I prefer to chat with one person at a time. If another joins us, I go pretty much mute. I surprise folks turning into a chatterbox. Just give me an inch, I’ll go 90 to nothing while thinking in the back of my mind, “I better stop before I lose this friendly ear”. Delivering a monologue on a subject dear to my heart doesn’t happen often since I don’t know many people who share my interests and viewpoints. For the two or three I do, I am truly grateful for their interest and above all, patience.
My diet regimen is bizarre, I admit that. In living with my Autism Spectrum Disorder (ASD), I am a picky eater. I know from working in elementary school Autism units as a substitute teacher’s assistant, I am NOT alone in the Autism community of being picky with my food.
Sensory issues play a part in my pickiness. I could do without fruit and not shed a tear. But bread, rolls, cereal, crackers, etc.? Perish the thought! I will give in and eat cantaloupe if it is hard and crunchy; if soft, no way, no how! The same with apples. Although I like the taste of a banana’s flavor, I will not eat one because of its texture. Too soft for my taste buds.

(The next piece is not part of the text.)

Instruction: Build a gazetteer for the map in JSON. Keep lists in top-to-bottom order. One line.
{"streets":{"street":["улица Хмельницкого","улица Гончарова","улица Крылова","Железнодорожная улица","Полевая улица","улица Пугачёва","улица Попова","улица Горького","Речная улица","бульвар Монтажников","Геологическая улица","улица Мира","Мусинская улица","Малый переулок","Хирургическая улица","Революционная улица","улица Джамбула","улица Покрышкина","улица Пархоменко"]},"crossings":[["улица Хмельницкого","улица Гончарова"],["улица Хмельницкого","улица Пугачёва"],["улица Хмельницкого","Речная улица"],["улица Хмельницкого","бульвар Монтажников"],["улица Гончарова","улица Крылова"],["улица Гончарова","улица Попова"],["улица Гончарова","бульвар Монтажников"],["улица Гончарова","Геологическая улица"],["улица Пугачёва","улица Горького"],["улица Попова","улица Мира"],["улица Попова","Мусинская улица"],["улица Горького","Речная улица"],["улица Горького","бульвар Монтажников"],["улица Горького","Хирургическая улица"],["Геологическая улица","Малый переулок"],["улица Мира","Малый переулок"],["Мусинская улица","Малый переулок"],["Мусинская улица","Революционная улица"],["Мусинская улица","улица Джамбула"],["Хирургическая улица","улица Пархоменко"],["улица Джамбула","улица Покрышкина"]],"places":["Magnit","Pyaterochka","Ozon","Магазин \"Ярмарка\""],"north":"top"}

One of my favorite “picky eater” school stories was told to me by the mother of a boy with Autism. Her son had a passion for chicken nuggets. But not just any nuggets. It had to be the McDonald’s brand! His mother made the mistake of thinking he would not know the difference between McDonald’s version vs. another. One day Mom decided she didn’t want to go to the trouble of a drive-thru every time her son had a nugget craving. She cooked a bag of them herself and disguised them in a McDonald’s bag. Her son took a bite of one and that’s all he took. Mom never tried that trick again!
My first inkling that I was on the Spectrum was observing a 12-year-old girl in her class leave her class without leaving it. Her behavior of pacing the floor in her own imaginary world was strange to her teacher even though she had seen her student do it many times. It wasn’t bizarre to me. I was a pro! I just don’t do it in front of witnesses; although, sometimes I get caught in the act. When I was sitting by this same student in the cafeteria watching her eat a hamburger, I realized we had more in common than I thought. She uses the same three-step method that I do: eat the bottom bun first, then the top bun, and save the best part, the beef, for last.
My Mom to this day still will try to get me to try this or try and it is on a rare occasion that I will take her up on her offer. It may be years before I add or delete to my list of daily must-have items. My meals are the same every day except for the main course. The main entree of the day is usually the same day of the week such as Cici’s pizza every Sunday evening.
I maintain the supply of my favorite foods in bulk! I grieve as if I lost my best friend when one of my favorite brands is banished from every food store in the neighborhood.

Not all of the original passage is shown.